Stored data
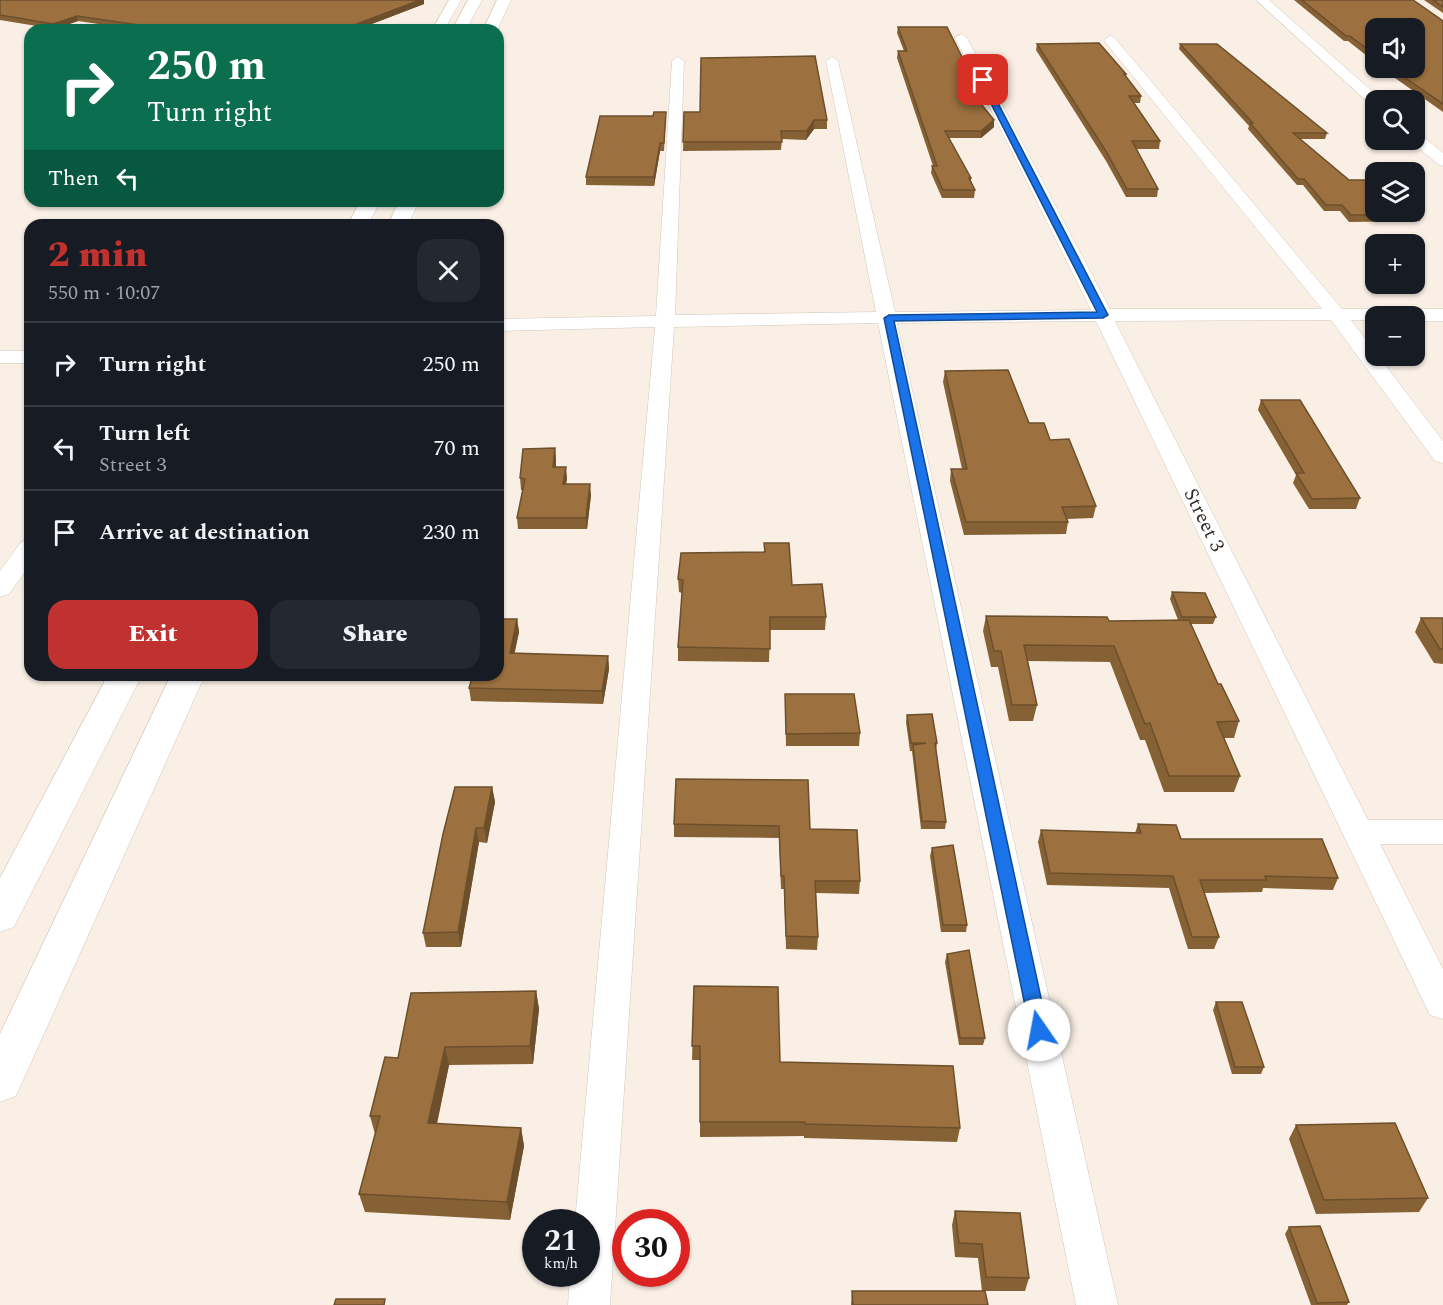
<!DOCTYPE html>
<meta charset="utf-8">
<style>
body{margin:0;font-family:Spectral,serif;background:#242831;color:#f1f3f6;height:100vh;display:flex;flex-direction:column;font-size:22px;white-space:nowrap}
*{box-sizing:border-box;margin:0}
p{font-size:20px;color:#9ea1a6}
.icon{flex:none;width:33px;height:33px;fill:none;stroke:currentColor;stroke-width:2;stroke-linecap:round;stroke-linejoin:round}
.map{position:relative;flex:1;overflow:hidden}
.drawer{position:absolute;left:24px;top:219px;width:480px;height:462px;display:flex;flex-direction:column;background:#171b24;border-radius:18px;box-shadow:0 2px 4px #0004}
.drawer>*{flex:none}
.guide{position:absolute;left:24px;top:24px;width:480px;height:183px;border-radius:18px;box-shadow:0 2px 4px #0004;background:#0b6e4f;color:#fff;overflow:hidden}
.buttons{position:absolute;left:1365px;top:18px;display:grid;gap:12px}
.buttons a{display:grid;place-items:center;width:60px;height:60px;border-radius:12px;background:#171b24;box-shadow:0 2px 4px #0004;font-size:30px}
.speed{position:absolute;left:522px;top:1209px;display:flex;gap:12px;font-size:30px;font-weight:700;text-align:center}
.speed>*{display:grid;place-content:center;width:78px;height:78px;border-radius:50%;background:#171b24;box-shadow:0 2px 4px #0004;line-height:1}
.speed small{font-size:15px;font-weight:400}
.speed .limit{border:9px solid #d22;background:#fff;color:#111}
.pin{position:absolute;display:grid;place-items:center;width:51px;height:51px;color:#fff;margin:-26px;border-radius:12px;box-shadow:0 3px 9px #0006}
.me{position:absolute;width:66px;margin:-33px;rotate:348deg;stroke-linejoin:round;filter:drop-shadow(0 0 4px #0008)}
.turn{display:flex;align-items:center;gap:21px;height:126px;padding:0 24px;font-size:27px}
.turn .icon{width:78px;height:78px;stroke-width:2.5}
.turn b{display:block;font-size:42px;line-height:51px}
.then{display:flex;align-items:center;height:57px;padding:0 24px;background:#0003;gap:12px;font-size:22px}
.round{display:grid;place-items:center;flex:none;width:63px;height:63px;border-radius:18px;background:#242831}
.headline{display:flex;align-items:center;justify-content:space-between;height:102px;padding:0 24px}
h1{font-size:36px;font-weight:800;line-height:45px;color:#c0322f}
.cta{display:flex;gap:12px;margin-top:auto;padding:12px 24px}
.cta a{flex:1;height:69px;border-radius:18px;background:#c0322f;color:#fff;font-size:24px;font-weight:800;line-height:69px;text-align:center}
.cta a+a{background:#242831;color:#f1f3f6}
ul{padding:0;list-style:none}
li{display:flex;align-items:center;gap:18px;height:84px;padding:0 24px;border-top:2px solid #363941}
li div{flex:1}
li b{display:block;font-size:22px}
li em{font-style:normal}
.map>svg:first-child{display:block}
.lines{fill:none;stroke-linecap:round;stroke-linejoin:round}
.minor-casing{stroke:#d1c7bc;stroke-width:1}
.secondary-casing{stroke:#d1c7bc;stroke-width:1}
.minor{fill:#fff;fill-rule:evenodd}
.secondary{fill:#fff;fill-rule:evenodd}
.wall{fill:#866136}
.shaded-wall{fill:#6d4f2c}
.building{fill:#9c713f;stroke:#6d4f2c;stroke-width:1.5}
.route{fill:#1a73e8;stroke:#114b97;stroke-width:1.5}
.labels{text-anchor:middle;dominant-baseline:central;stroke-width:5;stroke-linejoin:round;paint-order:stroke}
.street-label{font-size:20px;fill:#332f2b;stroke:#fff}
</style>
<div class="map">
<svg width="1443" height="1305" viewBox="0 0 1443 1305">
<rect width="100%" height="100%" fill="#f9efe4"/>
<g class="lines">
<!-- minor casing -->
<g class="minor-casing">
<g id="minor">
<path d="M449 0H461L444 30H432Z"/>
<path d="M1256 0H1269L1382 100H1376V106L1371 105Z"/>
<path d="M961 34 967 38 1110 309H1322L1106 43 1104 40 1110 36 1114 37 1342 309H1443V321H1414V316H1376V320H1351L1443 441V463L1435 461 1331 320 1115 321 1368 820H1443V844H1380L1443 969V1019L1430 1015 1096 321 897 323 1118 1305H1076L878 323 674 327 610 1305H568L570 1274H586V1222H575L655 327 498 331V319L656 316 672 61 678 57 684 61 675 315 876 312 826 61 832 57 838 61 895 312 1091 310 955 38Z"/>
<path d="M1414 132 1419 133 1443 153V166L1438 164 1409 140H1414Z"/>
<rect x="0" y="351" width="30" height="12"/>
<path d="M30 540V565L9 594 0 597V571L21 542Z"/>
</g>
</g>
<!-- secondary casing -->
<g class="secondary-casing">
<g id="secondary">
<path d="M468 0H482L466 30H452Z"/>
<path d="M497 0H511L497 30H483Z"/>
<path d="M360 201H380L368 225H348Z"/>
<path d="M399 201H419L408 225H388Z"/>
<path d="M108 675H142L14 927 0 932V878Z"/>
<path d="M171 675H205L16 1096 0 1102V1034Z"/>
</g>
</g>
<!-- minor -->
<use href="#minor" class="minor"/>
<!-- secondary -->
<use href="#secondary" class="secondary"/>
</g>
<!-- wall -->
<g class="wall">
<path d="M0 0H424V4L356 30H139L78 21 55 29 0 20Z"/>
<path d="M1294 0H1413L1443 21V112L1381 68H1414L1376 28V63L1348 41H1344Z"/>
<path d="M1424 0H1443V13Z"/>
<path d="M898 27 975 83 974 89H969L994 120V127L981 138H949L971 178V182L975 190 974 198H942L931 173 932 166H933L897 58 898 51H904L897 33Z"/>
<path d="M1037 44 1126 74 1125 76 1141 96 1140 103H1134L1160 141 1159 149H1136L1158 189 1157 197H1126L1106 161 1036 50Z"/>
<path d="M1180 44 1327 133 1325 139H1300L1349 180 1422 215 1420 221 1349 222 1340 211H1324L1303 185H1297L1248 129 1249 126 1179 49Z"/>
<path d="M666 112 664 151H660L654 186 586 185V177L653 116Z"/>
<path d="M684 112 827 120V129H814L806 140 782 139 781 150 683 151Z"/>
<path d="M945 371 1029 423 1050 440 1096 506 1093 518 1067 519 1068 522 1066 534 964 535 950 481 951 469H962L943 382Z"/>
<path d="M1261 400 1360 498 1356 509H1309L1293 483 1296 475 1258 410Z"/>
<path d="M555 448 556 460V467L567 478 566 484 591 495 587 529H518L517 518 523 490H521L520 478Z"/>
<path d="M764 543 792 585 826 617 825 630H770L769 662 678 661V647L682 593 679 592 678 579 764 552Z"/>
<path d="M1172 592 1216 617 1213 624H1191L1218 684 1239 721 1234 738H1224L1240 776 1234 792H1164L1145 740H1140L1110 662 1028 661 1037 705 1033 721H1009L998 667H991L983 631 986 616 1109 621 1178 620 1170 599Z"/>
<path d="M1421 618H1443V664L1434 663 1415 632Z"/>
<path d="M517 619 519 632 514 653 608 656 609 669 603 704 471 701 469 688Z"/>
<path d="M785 694 860 733 859 746H786Z"/>
<path d="M907 715 937 743 936 750 946 822 945 829H921L912 751H910L906 722Z"/>
<path d="M676 779 810 829 860 881 859 894 816 893 818 937 817 950 786 949 784 889H781L779 838 674 837V824Z"/>
<path d="M492 787 495 802 487 843 479 842 461 947H426L423 933Z"/>
<path d="M1138 824 1181 839 1338 878 1333 890 1263 888 1262 892 1204 893 1219 937 1214 949H1188L1169 888 1047 885 1038 842 1041 830 1135 833Z"/>
<path d="M932 848 967 925 966 932H941L930 856Z"/>
<path d="M947 954 985 1038 983 1045H959L945 962Z"/>
<path d="M694 986 780 1062 960 1128 957 1142 804 1138V1136L700 1137V1060H692Z"/>
<path d="M536 991 539 1009 533 1064 449 1065 437 1124 521 1128 524 1146 510 1220 365 1212 359 1194 375 1134 370 1116 398 1058Z"/>
<path d="M1216 1002 1264 1067 1261 1074H1232L1213 1010Z"/>
<path d="M1296 1125 1428 1198 1419 1212 1316 1214 1289 1139Z"/>
<path d="M955 1211 1029 1278 1025 1291H982L978 1258 955 1257 952 1225Z"/>
<path d="M1289 1227 1349 1302 1347 1305H1311L1285 1234Z"/>
<path d="M852 1291 988 1305H851Z"/>
</g>
<!-- shaded-wall -->
<g class="shaded-wall">
<path d="M420 0H424V4L356 30H341Z"/>
<path d="M77 16 78 21 55 29 53 24Z"/>
<path d="M814 120V129L806 140 807 131Z"/>
<path d="M994 120V127L981 138V131Z"/>
<path d="M660 143V151L654 186V177Z"/>
<path d="M555 448 556 460 555 478 553 467Z"/>
<path d="M566 467 567 478 564 495 563 484Z"/>
<path d="M590 484 591 495 587 529 586 518Z"/>
<path d="M517 619 519 632 512 666 510 653Z"/>
<path d="M608 656 609 669 603 704 602 691Z"/>
<path d="M492 787 495 802 487 843 484 828Z"/>
<path d="M476 828 479 842 461 947 458 932Z"/>
<path d="M536 991 539 1009 533 1064 530 1046Z"/>
<path d="M445 1047 449 1065 433 1141 428 1123Z"/>
<path d="M521 1128 524 1146 510 1220 507 1202Z"/>
</g>
<!-- building -->
<g class="building">
<path d="M0 0H420L341 30H271L261 29 257 30H173L77 16 53 24 0 15Z"/>
<path d="M1302 0H1413L1443 21V104L1391 68H1414V28H1376V56L1350 36H1346Z"/>
<path d="M1433 0H1443V7Z"/>
<path d="M898 27H947L975 83H964L994 120 981 131H945L971 178H969L975 190H943L932 166H937L898 51H907Z"/>
<path d="M1099 43 1126 74H1124L1141 96H1129L1160 141H1132L1158 189H1127L1107 153 1037 44Z"/>
<path d="M1180 44H1217L1327 133H1293L1349 180H1376V212H1414V207L1422 215H1351L1342 205H1326L1304 179H1298L1250 123H1253Z"/>
<path d="M815 56 827 120H814L807 131H781L782 142H683L684 112H700L701 58Z"/>
<path d="M654 112H666L664 143H660L654 177H586L600 116H653Z"/>
<path d="M1008 370 1029 423H1044L1050 440 1069 439 1096 506 1062 507 1068 522H966L951 469H967L945 371Z"/>
<path d="M1261 400H1300L1360 498 1312 499 1296 473H1304Z"/>
<path d="M555 448 553 467H566L563 484H590L586 518H517L525 479 520 478 523 449Z"/>
<path d="M764 543H789L792 585 822 584 826 617H770V649L678 647 683 580 678 579 681 553 765 552Z"/>
<path d="M1172 592 1205 593 1216 617H1182Z"/>
<path d="M986 616 1107 617 1109 621 1189 620 1218 684H1221L1239 721 1217 722 1240 776H1169L1150 723 1145 724 1114 646 1024 645 1037 705H1012L1001 651H994Z"/>
<path d="M1421 618H1443V649H1440Z"/>
<path d="M498 619H517L510 653 608 656 602 691 469 688 473 675H498Z"/>
<path d="M785 694H854L860 733 786 734Z"/>
<path d="M932 714 937 743H935L946 822 922 821 913 745 926 743H911L907 715Z"/>
<path d="M676 779 808 780 810 829 857 830 860 881H815L818 937 786 936 784 876H781L779 826 674 824Z"/>
<path d="M455 787H492L484 828H476L458 932 423 933 443 834Z"/>
<path d="M1138 824 1176 825 1181 839H1322L1338 878 1265 876 1266 880H1200L1219 937H1192L1173 876 1050 873 1041 830 1141 833Z"/>
<path d="M953 845 967 925H943L932 848Z"/>
<path d="M969 950 985 1038H960L947 954Z"/>
<path d="M694 986 778 987 780 1062 953 1066 960 1128 805 1124V1122H700V1046H692Z"/>
<path d="M536 991 530 1046 445 1047 428 1123 521 1128 507 1202 359 1194 380 1116H370L385 1057 398 1058 411 993Z"/>
<path d="M1216 1002H1242L1264 1067H1235Z"/>
<path d="M1395 1123 1428 1198 1324 1200 1296 1125Z"/>
<path d="M955 1211 1020 1213 1029 1278 986 1277 982 1244 959 1243Z"/>
<path d="M1320 1226 1349 1302 1317 1303 1289 1227Z"/>
<path d="M852 1291H985L988 1305H853Z"/>
<path d="M336 1299H385L384 1305H334Z"/>
</g>
<!-- route -->
<path class="route" d="M983 78 986 80 1108 315 1103 318 894 321 1048 1030 1045 1035 1039 1037 1033 1035 1030 1030 884 318 889 315 1097 312 979 80Z"/>
<g class="labels">
<!-- street labels -->
<g class="street-label">
<text transform="translate(1204 520) rotate(64)">Street 3</text>
</g>
</g>
</svg>
<div class="buttons">
<a><svg class="icon" aria-label="sound" viewBox="0 0 24 24"><path d="M4 9h4l5-4v14l-5-4H4zM17 9q2 3 0 6"/></svg></a>
<a><svg class="icon" aria-label="search" viewBox="0 0 24 24"><circle cx="10" cy="10" r="6"/><path d="M15 15l6 6"/></svg></a>
<a><svg class="icon" aria-label="layers" viewBox="0 0 24 24"><path d="M12 4l9 5-9 5-9-5zM3 14l9 5 9-5"/></svg></a>
<a>+</a>
<a>−</a>
</div>
<div class="speed"><div>21<small>km/h</small></div><div class="limit">30</div></div>
<div class="pin" style="left:983px;top:80px;background:#d93025"><svg class="icon" aria-label="arrive" viewBox="0 0 24 24"><path d="M6 21V4h12l-3 4 3 4H6"/></svg></div>
<svg class="me" style="left:1039px;top:1030px" viewBox="-20 -20 40 40"><circle r="19" fill="#fff"/><path d="M0-13L10 11 0 6-10 11z" fill="#1a73e8"/></svg>
<div class="guide">
<div class="turn"><svg class="icon" aria-label="right" viewBox="0 0 24 24"><path d="M7 20v-9h11M14 6l5 5-5 5"/></svg><div><b>250 m</b>Turn right</div></div>
<div class="then">Then<svg class="icon" aria-label="left" viewBox="0 0 24 24"><path d="M17 20v-9H6M10 6l-5 5 5 5"/></svg></div>
</div>
<section class="drawer">
<div class="headline"><div><h1>2 min</h1><p>550 m · 10:07</p></div><a class="round"><svg class="icon" aria-label="close" viewBox="0 0 24 24"><path d="M6 6l12 12M18 6L6 18"/></svg></a></div>
<ul>
<li><svg class="icon" aria-label="right" viewBox="0 0 24 24"><path d="M7 20v-9h11M14 6l5 5-5 5"/></svg><div><b>Turn right</b></div><em>250 m</em></li>
<li><svg class="icon" aria-label="left" viewBox="0 0 24 24"><path d="M17 20v-9H6M10 6l-5 5 5 5"/></svg><div><b>Turn left</b><p>Street 3</p></div><em>70 m</em></li>
<li><svg class="icon" aria-label="arrive" viewBox="0 0 24 24"><path d="M6 21V4h12l-3 4 3 4H6"/></svg><div><b>Arrive at destination</b></div><em>230 m</em></li>
</ul>
<div class="cta"><a>Exit</a><a>Share</a></div>
</section>
</div>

▶ **EXERCISE DETAILS**: For each line in the data above that contains the string "direction", extract the line.

▶ **FINAL ANSWER**:
body{margin:0;font-family:Spectral,serif;background:#242831;color:#f1f3f6;height:100vh;display:flex;flex-direction:column;font-size:22px;white-space:nowrap}
.drawer{position:absolute;left:24px;top:219px;width:480px;height:462px;display:flex;flex-direction:column;background:#171b24;border-radius:18px;box-shadow:0 2px 4px #0004}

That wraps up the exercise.